## Exercise description
Lines to restate from the data below: from the one containing "For a GIS import: What" to the one containing "Input: one rendered", both included. Give them again exactly, and only them.

## Records for this exercise
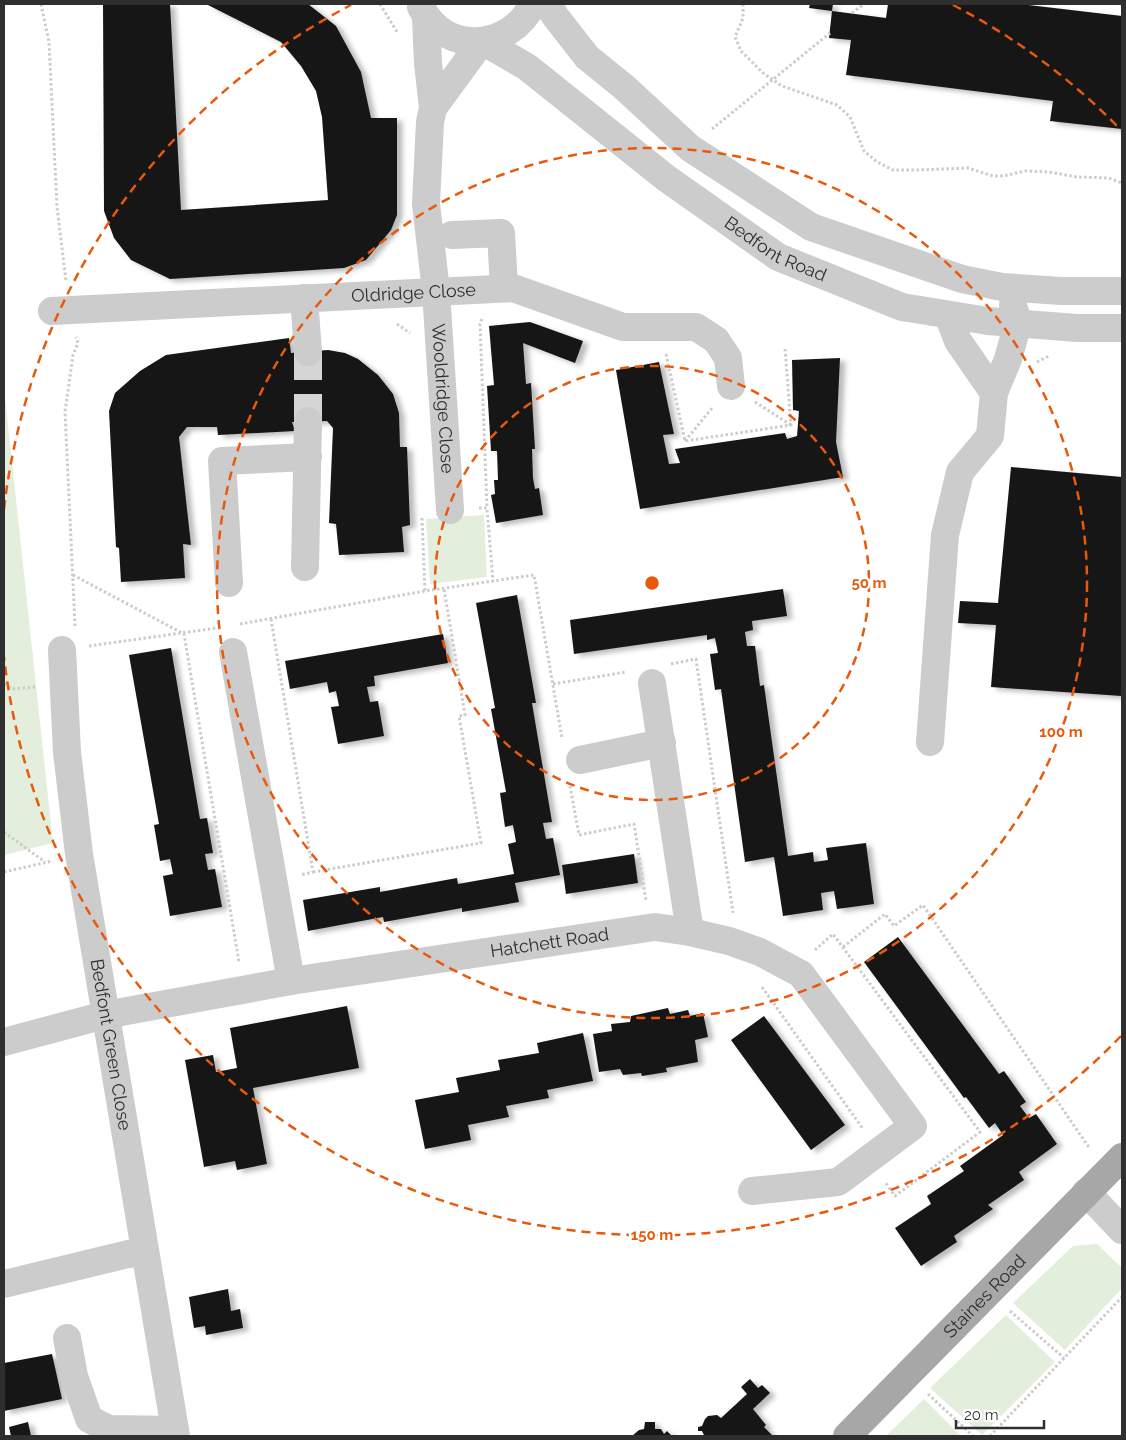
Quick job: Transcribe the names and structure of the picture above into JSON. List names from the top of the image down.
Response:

* * *

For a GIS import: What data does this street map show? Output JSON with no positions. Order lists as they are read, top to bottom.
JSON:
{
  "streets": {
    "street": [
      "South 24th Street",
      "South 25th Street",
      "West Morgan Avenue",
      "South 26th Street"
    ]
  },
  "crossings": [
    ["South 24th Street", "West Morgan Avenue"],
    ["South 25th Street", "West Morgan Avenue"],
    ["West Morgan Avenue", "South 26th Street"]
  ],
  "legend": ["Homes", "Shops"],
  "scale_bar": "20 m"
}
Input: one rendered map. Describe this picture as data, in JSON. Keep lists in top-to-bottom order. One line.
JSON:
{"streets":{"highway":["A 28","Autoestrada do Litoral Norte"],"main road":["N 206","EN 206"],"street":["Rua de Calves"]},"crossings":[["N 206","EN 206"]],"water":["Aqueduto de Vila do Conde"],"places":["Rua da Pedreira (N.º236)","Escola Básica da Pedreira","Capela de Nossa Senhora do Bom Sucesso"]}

## Exercise result
For a GIS import: What data does this street map show? Output JSON with no positions. Order lists as they are read, top to bottom.
JSON:
{
  "streets": {
    "street": [
      "South 24th Street",
      "South 25th Street",
      "West Morgan Avenue",
      "South 26th Street"
    ]
  },
  "crossings": [
    ["South 24th Street", "West Morgan Avenue"],
    ["South 25th Street", "West Morgan Avenue"],
    ["West Morgan Avenue", "South 26th Street"]
  ],
  "legend": ["Homes", "Shops"],
  "scale_bar": "20 m"
}
Input: one rendered map. Describe this picture as data, in JSON. Keep lists in top-to-bottom order. One line.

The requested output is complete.